§ What is expected:
Set down each entry exactly as given; pictures should not appear in the copy.

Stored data
......

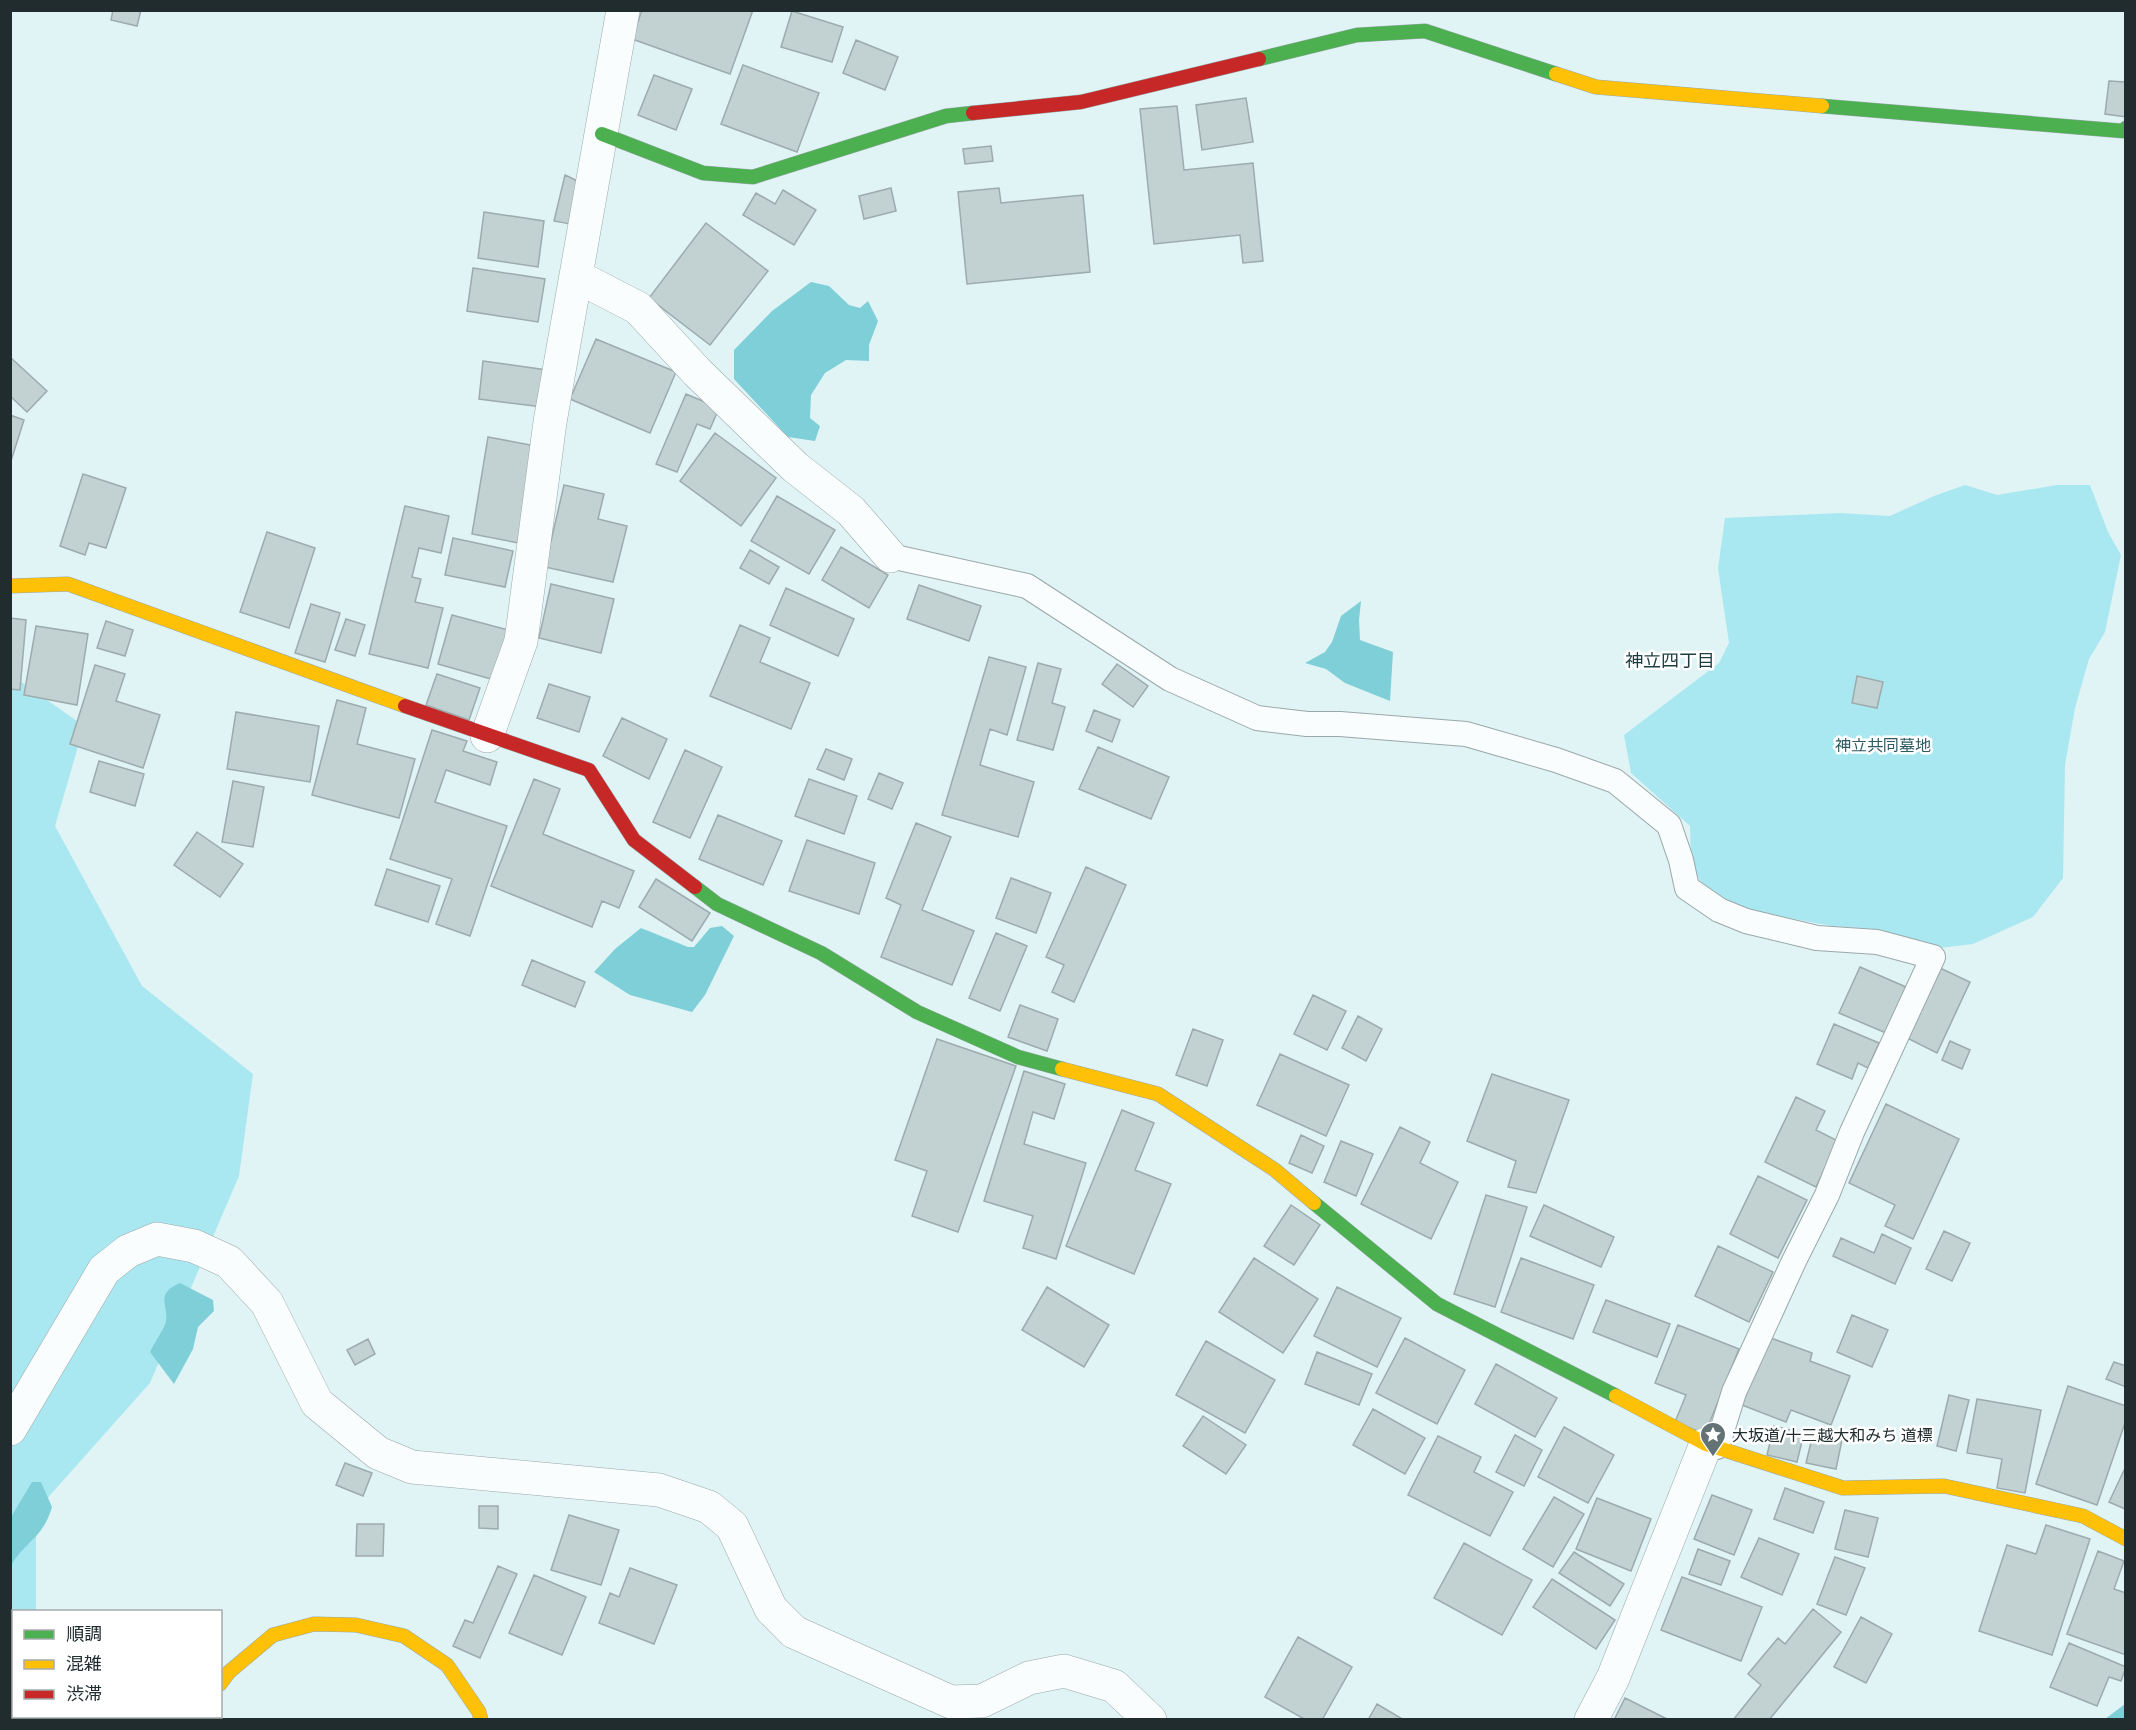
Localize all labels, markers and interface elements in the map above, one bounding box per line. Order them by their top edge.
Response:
district label: 神立四丁目 [1625,650,1715,672]
park label: 神立共同墓地 [1835,736,1931,755]
place icon: 大坂道/十三越大和みち 道標 [1698,1420,1728,1458]
place label: 大坂道/十三越大和みち 道標 [1732,1426,1933,1445]
legend [12,1610,222,1718]
text: 順調 [66,1623,102,1645]
text: 混雑 [66,1653,102,1675]
text: 渋滞 [66,1683,102,1705]

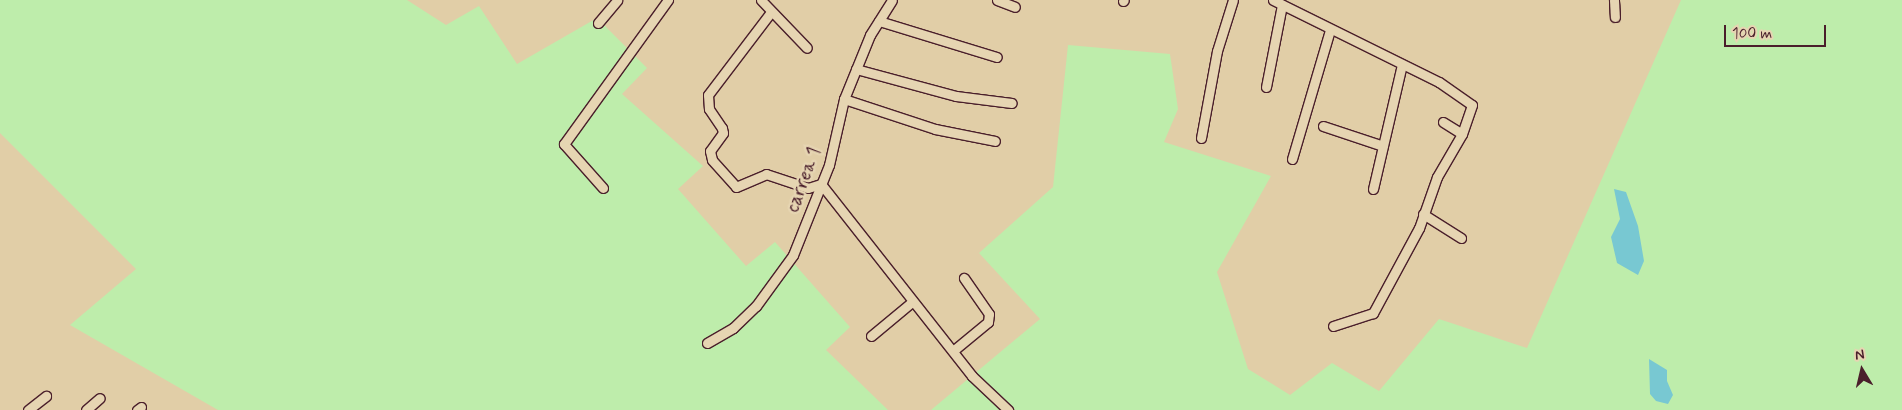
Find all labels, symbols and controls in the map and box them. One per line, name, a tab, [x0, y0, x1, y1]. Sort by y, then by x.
scale bar	[1727, 15, 1830, 47]
text: 100 m	[1732, 24, 1772, 44]
street label: carrea 1	[782, 144, 826, 216]
north arrow	[1837, 345, 1887, 395]
text: N	[1854, 346, 1866, 365]

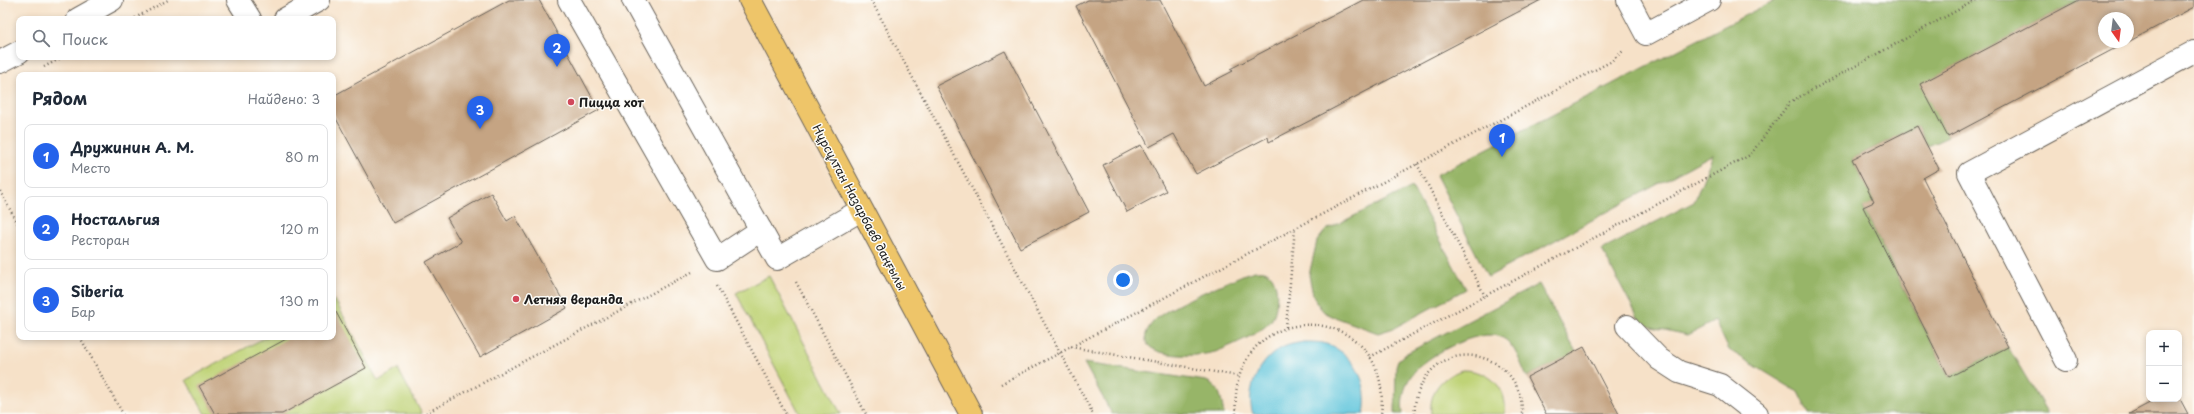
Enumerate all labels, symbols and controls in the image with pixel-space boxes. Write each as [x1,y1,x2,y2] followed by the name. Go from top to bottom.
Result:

......

§ Solution:
Localize all labels, markers and interface elements in the map above, one bounding box per line. Order them by their top edge.
Response:
district label: 神立四丁目 [1625,650,1715,672]
park label: 神立共同墓地 [1835,736,1931,755]
place icon: 大坂道/十三越大和みち 道標 [1698,1420,1728,1458]
place label: 大坂道/十三越大和みち 道標 [1732,1426,1933,1445]
legend [12,1610,222,1718]
text: 順調 [66,1623,102,1645]
text: 混雑 [66,1653,102,1675]
text: 渋滞 [66,1683,102,1705]

Find all labels, symbols and controls in the map and box them. One per line, name, a tab, [x0, y0, x1, y1]. Sort by y, then by x.
scale bar	[1727, 15, 1830, 47]
text: 100 m	[1732, 24, 1772, 44]
street label: carrea 1	[782, 144, 826, 216]
north arrow	[1837, 345, 1887, 395]
text: N	[1854, 346, 1866, 365]

Enumerate all labels, symbols and controls in the image with pixel-space boxes. Write each as [x1,y1,x2,y2] followed by the name. Go from top to bottom.
Result:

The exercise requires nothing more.